- **EXERCISE DIRECTIONS**
In the listing that follows, how many lines contain the string "hatch"? Provide only the number.

- - -

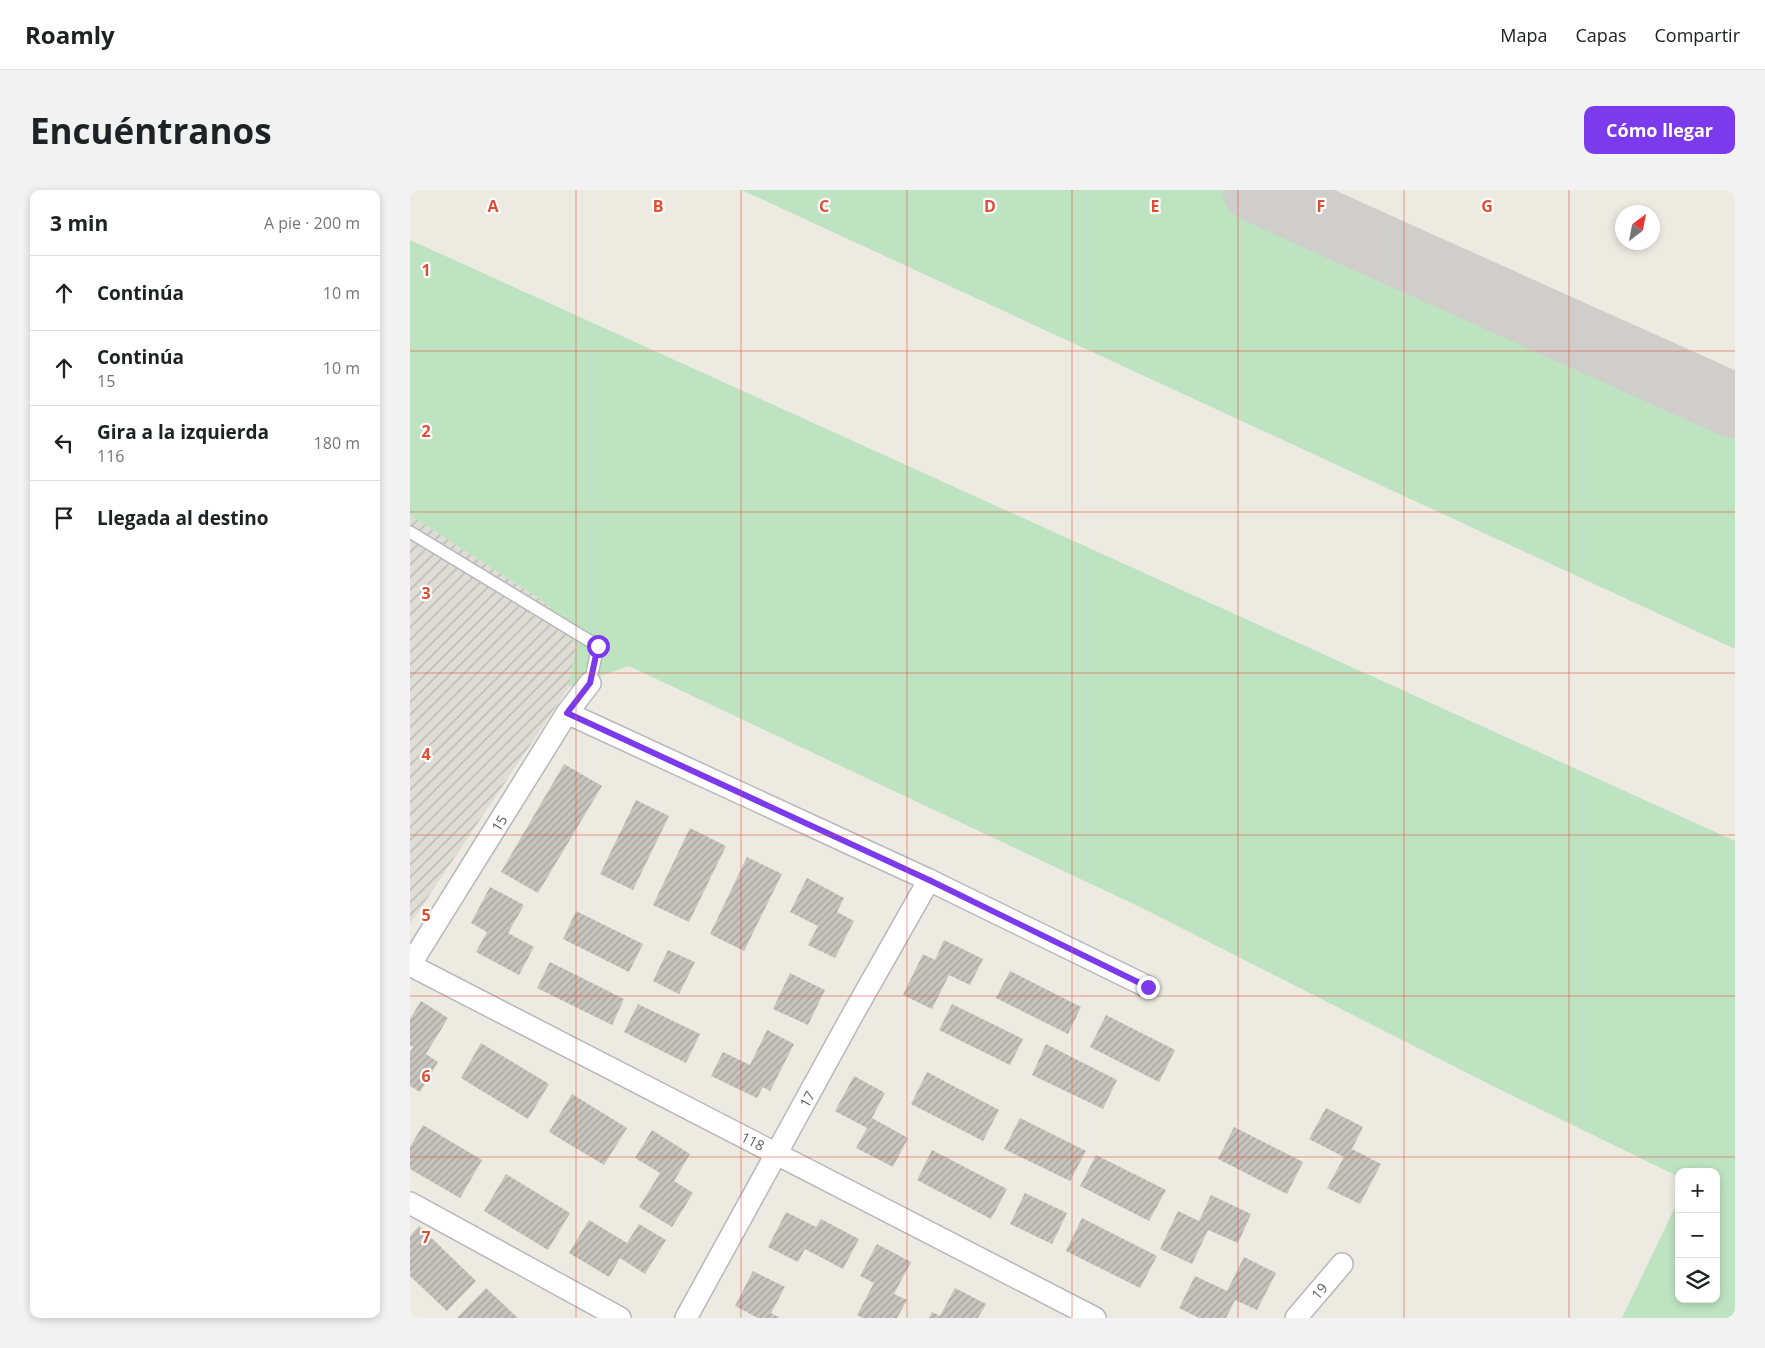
<!DOCTYPE html>
<html lang="es">
<meta charset="utf-8">
<style>
:root{--surface:#fff;--page:#f2f2f2;--text:#202124;--muted:#757577;--line:#e0e0e0;--accent:#7c3aed}
body{margin:0;font-family:"Open Sans",sans-serif;background:var(--page);color:var(--text)}
.controls{position:absolute;right:15px;bottom:15px;display:grid;overflow:hidden;border-radius:10px;box-shadow:0 2px 8px #0003}
.controls button{width:45px;height:45px;display:grid;place-items:center;padding:0;border:0;border-bottom:1px solid var(--line);background:var(--surface);color:var(--text);font:25px sans-serif}
.compass{position:absolute;left:1205px;top:15px;width:45px;height:45px;border-radius:50%;background:var(--surface);box-shadow:0 2px 8px #0003;rotate:32deg}
.stop{position:absolute;width:15px;height:15px;margin:-11px;border:4px solid #7c3aed;border-radius:50%;background:#fff}
.stop.end{background:#7c3aed;border-color:#fff;box-shadow:0 1px 5px #0008}
.list{margin:0;padding:0;list-style:none}
h2{display:flex;justify-content:space-between;align-items:center;height:65px;margin:0;padding:0 20px;font-size:21px}
h2 small{font-size:16px;font-weight:400;color:var(--muted)}
.list li{display:grid;grid-template-columns:32px 1fr auto;gap:15px;align-items:center;box-sizing:border-box;height:75px;padding:0 20px;border-top:1px solid var(--line)}
.list b{display:block;font-size:19px;white-space:nowrap}
.list p{margin:0;font-size:16px;white-space:nowrap;color:var(--muted)}
.list em{font-size:16px;font-style:normal;color:var(--muted)}
.icon{flex:none;width:28px;height:28px;fill:none;stroke:currentColor;stroke-width:2;stroke-linecap:round;stroke-linejoin:round}
.map{position:relative;flex:none;width:1325px;height:1128px;overflow:hidden;border-radius:10px}
header{display:flex;align-items:center;gap:30px;box-sizing:border-box;height:70px;padding:0 25px;background:var(--surface);border-bottom:1px solid var(--line)}
header strong{font-size:24px}
nav{display:flex;gap:28px;margin-inline-start:auto;font-size:18px}
.intro{display:flex;align-items:center;justify-content:space-between;box-sizing:border-box;height:120px;padding:0 30px}
h1{margin:0;font-size:35px}
.button{padding:12px 22px;border-radius:10px;background:var(--accent);color:#fff;font-size:18px;font-weight:700}
main{display:flex;gap:30px;padding:0 30px}
aside{flex:1;background:var(--surface);border-radius:10px;box-shadow:0 2px 8px #0003}
.map>svg:first-child{display:block}
.industrial{fill:url(#industrial-furrows)}
.green{fill:#bee3c1}
.lines{fill:none;stroke-linecap:round;stroke-linejoin:round}
.taxiway{stroke:#cfceca;stroke-width:65}
.building{fill:url(#building-hatch)}
.service-casing{stroke:#b7b8bd;stroke-width:14}
.minor-casing{stroke:#b7b8bd;stroke-width:24}
.service{stroke:#fff;stroke-width:11}
.minor{stroke:#fff;stroke-width:21}
.route{stroke:#7c3aed;stroke-width:6}
.grid{fill:none;stroke:#e04d33;stroke-width:1;stroke-opacity:0.55}
.labels{text-anchor:middle;dominant-baseline:central;stroke-width:4.5;stroke-linejoin:round;paint-order:stroke}
.street-label{font-size:14px;fill:#5a5c61;stroke:#fff}
.grid-label{font-size:16px;text-anchor:middle;font-weight:bold;fill:#e04d33;stroke:#fff;stroke-width:4.5;stroke-linejoin:round;paint-order:stroke}
</style>
<header>
<strong>Roamly</strong>
<nav><a>Mapa</a><a>Capas</a><a>Compartir</a></nav>
</header>
<div class="intro"><h1>Encuéntranos</h1><a class="button">Cómo llegar</a></div>
<main>
<aside>
<h2>3 min<small>A pie · 200 m</small></h2>
<ul class="list">
<li><svg class="icon" aria-label="ahead" viewBox="0 0 24 24"><path d="M12 20V5M6 11l6-6 6 6"/></svg><div><b>Continúa</b></div><em>10 m</em></li>
<li><svg class="icon" aria-label="ahead" viewBox="0 0 24 24"><path d="M12 20V5M6 11l6-6 6 6"/></svg><div><b>Continúa</b><p>15</p></div><em>10 m</em></li>
<li><svg class="icon" aria-label="left" viewBox="0 0 24 24"><path d="M17 20v-9H6M10 6l-5 5 5 5"/></svg><div><b>Gira a la izquierda</b><p>116</p></div><em>180 m</em></li>
<li><svg class="icon" aria-label="arrive" viewBox="0 0 24 24"><path d="M6 21V4h12l-3 4 3 4H6"/></svg><div><b>Llegada al destino</b></div></li>
</ul>
</aside>
<div class="map">
<svg width="1325" height="1128" viewBox="0 0 1325 1128">
<defs>
<pattern id="industrial-furrows" width="10" height="10" patternUnits="userSpaceOnUse" patternTransform="scale(1.25)"><rect width="10" height="10" fill="#dddcd5"/><path d="M-1 1l2-2M0 10L10 0M9 11l2-2" fill="none" stroke="#b6b6b0"/></pattern>
<pattern id="building-hatch" width="6" height="6" patternUnits="userSpaceOnUse" patternTransform="scale(1.25)"><rect width="6" height="6" fill="#c7c4be"/><path d="M-1 1l2-2M0 6l6-6M5 7l2-2" fill="none" stroke="#a5a29e"/></pattern>
</defs>
<rect width="100%" height="100%" fill="#eceae1"/>
<path class="industrial" d="M0 325 136 413 166 455 159 497 0 734Z"/>
<g class="green">
<path d="M332 0H815L1325 239V459Z"/>
<path d="M0 50 1325 651V1128H1212L1269 1009V1109H1306V982H1269V987L1081 895 732 718 219 476 159 497 166 455 136 413 0 325Z"/>
</g>
<g class="lines">
<path class="taxiway" d="M845 0 1325 216"/>
</g>
<g class="building">
<path d="M154 574 192 596 128 703 91 682Z"/>
<path d="M226 610 259 626 223 700 190 684Z"/>
<path d="M280 638 316 656 279 732 243 715Z"/>
<path d="M337 667 372 684 334 761 300 744Z"/>
<path d="M397 688 434 708 427 722 444 731 425 768 398 755 408 736 380 722Z"/>
<path d="M80 697 114 715 98 743 124 757 109 785 66 762 77 742 61 733Z"/>
<path d="M166 721 233 754 219 782 153 749Z"/>
<path d="M534 750 573 769 560 795 539 785 522 819 493 805 513 764 525 770Z"/>
<path d="M258 760 285 772 269 804 243 791Z"/>
<path d="M140 772 214 809 202 835 127 798Z"/>
<path d="M600 781 671 817 658 844 586 808Z"/>
<path d="M380 783 415 800 398 835 363 819Z"/>
<path d="M11 811 38 828 16 864 28 872 10 902 0 896V862L3 857 0 855V829Z"/>
<path d="M228 814 290 844 276 873 214 842Z"/>
<path d="M542 814 613 849 600 875 529 840Z"/>
<path d="M696 825 765 860 749 892 680 857Z"/>
<path d="M357 840 384 854 360 901 353 897 347 908 301 886 313 862 340 875Z"/>
<path d="M71 853 139 894 118 929 51 888Z"/>
<path d="M636 854 707 890 693 919 622 885Z"/>
<path d="M517 882 589 920 573 951 501 914Z"/>
<path d="M444 886 475 903 462 928 498 948 483 977 446 958 457 938 425 921Z"/>
<path d="M162 904 217 938 194 975 139 942Z"/>
<path d="M916 918 953 937 942 959 971 974 950 1014 917 998 934 967 899 949Z"/>
<path d="M610 928 676 961 660 991 594 959Z"/>
<path d="M13 935 72 970 50 1008 0 979V957Z"/>
<path d="M824 937 893 972 877 1004 808 969Z"/>
<path d="M242 940 280 964 264 991 283 1003 262 1037 229 1017 250 983 225 968Z"/>
<path d="M522 960 597 999 581 1029 507 990Z"/>
<path d="M686 965 756 1000 739 1031 670 996Z"/>
<path d="M96 984 160 1023 138 1060 74 1021Z"/>
<path d="M615 1003 657 1023 642 1054 600 1034Z"/>
<path d="M801 1005 841 1024 828 1053 798 1040 782 1074 750 1059 768 1021 789 1031Z"/>
<path d="M376 1022 406 1037 411 1029 449 1049 433 1079 395 1059 388 1072 358 1057Z"/>
<path d="M672 1028 747 1066 730 1098 656 1061Z"/>
<path d="M179 1030 217 1053 229 1034 256 1050 235 1084 210 1068 199 1087 159 1063Z"/>
<path d="M9 1036 66 1091 37 1121 0 1086V1046Z"/>
<path d="M467 1054 501 1072 484 1104 497 1110 487 1128H453L447 1125 464 1093 450 1086Z"/>
<path d="M834 1067 866 1083 847 1120 825 1110 816 1128H789L769 1118 785 1086 817 1101Z"/>
<path d="M343 1081 375 1097 361 1123 370 1128H348L325 1116Z"/>
<path d="M76 1098 108 1128H47Z"/>
<path d="M545 1098 576 1114 568 1128H519L522 1122 530 1126Z"/>
</g>
<g class="lines">
<g class="service-casing">
<path id="service" d="M0 342 188 456 180 493"/>
</g>
<g class="minor-casing">
<g id="minor">
<path d="M157 523 519 690 738 797"/>
<path d="M0 775 685 1128"/>
<path d="M0 775 157 523 180 493"/>
<path d="M0 1013 210 1128"/>
<path d="M276 1128 443 824 519 690"/>
<path d="M886 1128 932 1074"/>
</g>
</g>
<use href="#service" class="service"/>
<use href="#minor" class="minor"/>
</g>
<g class="lines">
<path class="route" d="M188 456 180 493 157 523 519 690 738 797"/>
</g>
<path class="grid" d="M166 0V1128M331 0V1128M497 0V1128M662 0V1128M828 0V1128M994 0V1128M1159 0V1128M0 161H1325M0 322H1325M0 483H1325M0 645H1325M0 806H1325M0 967H1325"/>
<g class="labels">
<g class="street-label">
<text transform="translate(89 633) rotate(-58)">15</text>
<text transform="translate(397 909) rotate(-61)">17</text>
<text transform="translate(343 951) rotate(27)">118</text>
<text transform="translate(909 1101) rotate(-49)">19</text>
</g>
</g>
<g class="grid-label">
<text x="83" y="22">A</text>
<text x="248" y="22">B</text>
<text x="414" y="22">C</text>
<text x="580" y="22">D</text>
<text x="745" y="22">E</text>
<text x="911" y="22">F</text>
<text x="1077" y="22">G</text>
<text x="16" y="86">1</text>
<text x="16" y="247">2</text>
<text x="16" y="409">3</text>
<text x="16" y="570">4</text>
<text x="16" y="731">5</text>
<text x="16" y="892">6</text>
<text x="16" y="1053">7</text>
</g>
</svg>
<div class="controls">
<button>+</button>
<button>−</button>
<button><svg class="icon" aria-label="layers" viewBox="0 0 24 24"><path d="M12 4l9 5-9 5-9-5zM3 14l9 5 9-5"/></svg></button>
</div>
<svg class="compass" viewBox="-18 -18 36 36"><path d="M0-13l5 13h-10z" fill="#e53935"/><path d="M0 13l5-13h-10z" fill="#757577"/></svg>
<div class="stop" style="left:188px;top:456px"></div>
<div class="stop end" style="left:738px;top:797px"></div>
</div>
</main>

- - -

- **EXERCISE ANSWER**
2